Warning: This is a fairly technical post. You can ignore the math and skip to last paragraph (in bold) if you wish.
My posts often get criticized for drawing inferences from small samples. Small samples can often yield significant results. Suppose Drug A is given to 6 patients with stage 4 cancer and 5 of 6 patients survive 5 years or more. Suppose Drug B is given to 6 patients whose cancer has advanced to a similar stage and only 2 survive 5 years or more. What is the chance (based on this small sample) that Drug A is better than Drug B? If you know statistics you can show that there is a 94% chance that Drug A is better based only on these 12 patients.
Let’s now return to a less important topic: Basketball. Suppose player X was injured for 7 games and while he was out our best estimate is that his team (after adjusting for strength of opponents and home court) played 0.08 points better than NBA average. In the ten games before his injury and the ten games after his injury our best estimate is that his team played 6.8 points worse than average. Based on this data let’s test the following hypotheses
Null: When Player X was injured the team played worse or the same as they did when Player X was not injured
Alternative: Team played better with player X injured.
The standard deviation of a team’s performance is 12 points per game. Cranking through the math we reject the null hypothesis with a p-value of around .01.

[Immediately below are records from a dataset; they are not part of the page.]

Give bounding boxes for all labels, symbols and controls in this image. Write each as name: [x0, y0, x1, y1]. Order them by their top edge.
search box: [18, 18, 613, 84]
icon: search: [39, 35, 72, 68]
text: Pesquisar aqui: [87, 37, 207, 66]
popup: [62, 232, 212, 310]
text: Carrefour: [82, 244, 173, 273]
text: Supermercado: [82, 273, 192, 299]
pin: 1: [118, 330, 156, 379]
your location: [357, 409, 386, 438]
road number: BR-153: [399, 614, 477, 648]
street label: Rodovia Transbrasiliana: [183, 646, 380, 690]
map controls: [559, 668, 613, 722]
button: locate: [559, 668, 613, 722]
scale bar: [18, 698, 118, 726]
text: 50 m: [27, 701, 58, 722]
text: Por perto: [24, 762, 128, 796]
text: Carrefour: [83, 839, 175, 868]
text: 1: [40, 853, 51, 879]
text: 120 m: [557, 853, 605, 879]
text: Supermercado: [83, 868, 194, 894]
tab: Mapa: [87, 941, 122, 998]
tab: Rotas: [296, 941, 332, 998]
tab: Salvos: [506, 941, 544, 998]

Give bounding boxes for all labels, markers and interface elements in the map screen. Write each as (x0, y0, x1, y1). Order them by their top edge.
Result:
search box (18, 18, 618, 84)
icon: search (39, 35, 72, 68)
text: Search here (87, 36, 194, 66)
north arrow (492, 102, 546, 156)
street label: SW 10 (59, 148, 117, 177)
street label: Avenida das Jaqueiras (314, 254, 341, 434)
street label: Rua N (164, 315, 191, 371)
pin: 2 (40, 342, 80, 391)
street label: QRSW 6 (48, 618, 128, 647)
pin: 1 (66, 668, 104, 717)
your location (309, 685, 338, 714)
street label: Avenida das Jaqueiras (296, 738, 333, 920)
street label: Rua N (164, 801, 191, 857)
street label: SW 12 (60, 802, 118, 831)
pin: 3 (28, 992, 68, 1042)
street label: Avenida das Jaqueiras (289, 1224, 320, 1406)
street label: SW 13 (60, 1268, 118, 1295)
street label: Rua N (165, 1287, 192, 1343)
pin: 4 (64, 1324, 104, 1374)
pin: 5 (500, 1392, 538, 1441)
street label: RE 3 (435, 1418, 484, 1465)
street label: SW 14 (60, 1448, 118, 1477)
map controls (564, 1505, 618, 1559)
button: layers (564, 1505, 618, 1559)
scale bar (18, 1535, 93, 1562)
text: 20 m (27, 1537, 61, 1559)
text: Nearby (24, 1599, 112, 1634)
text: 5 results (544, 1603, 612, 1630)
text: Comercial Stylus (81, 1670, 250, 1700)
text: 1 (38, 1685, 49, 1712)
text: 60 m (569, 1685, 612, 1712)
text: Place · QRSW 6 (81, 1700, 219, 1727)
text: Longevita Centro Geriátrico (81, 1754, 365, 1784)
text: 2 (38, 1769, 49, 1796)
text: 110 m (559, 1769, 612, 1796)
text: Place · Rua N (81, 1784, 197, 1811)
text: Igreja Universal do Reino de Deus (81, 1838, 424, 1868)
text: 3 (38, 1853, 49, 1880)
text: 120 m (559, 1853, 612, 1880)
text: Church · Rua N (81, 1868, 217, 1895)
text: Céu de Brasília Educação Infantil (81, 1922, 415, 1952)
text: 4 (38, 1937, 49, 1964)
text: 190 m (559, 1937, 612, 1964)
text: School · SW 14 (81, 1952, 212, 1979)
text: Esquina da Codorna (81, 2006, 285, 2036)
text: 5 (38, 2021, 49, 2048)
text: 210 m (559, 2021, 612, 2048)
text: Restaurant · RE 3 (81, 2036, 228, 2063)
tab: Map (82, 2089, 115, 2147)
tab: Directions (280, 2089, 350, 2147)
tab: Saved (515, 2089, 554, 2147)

Player X is Kevin Durant and the team is the 2008-2009 OKC Thunder. So we have shown that there is less than 1 chance in 100 that the Thunder played worse when KD was out. Of course, there could be other explanations about why the Thunder improved when KD was injured. But they played poorly before he was injured and played poorly after he returned. Is not the most logical explanation that the team played better last year when KD was out?
Of course, this year KD is playing much better. But it is hard to make a case that he improved the Thunder’s performance during the 2008-2009 season.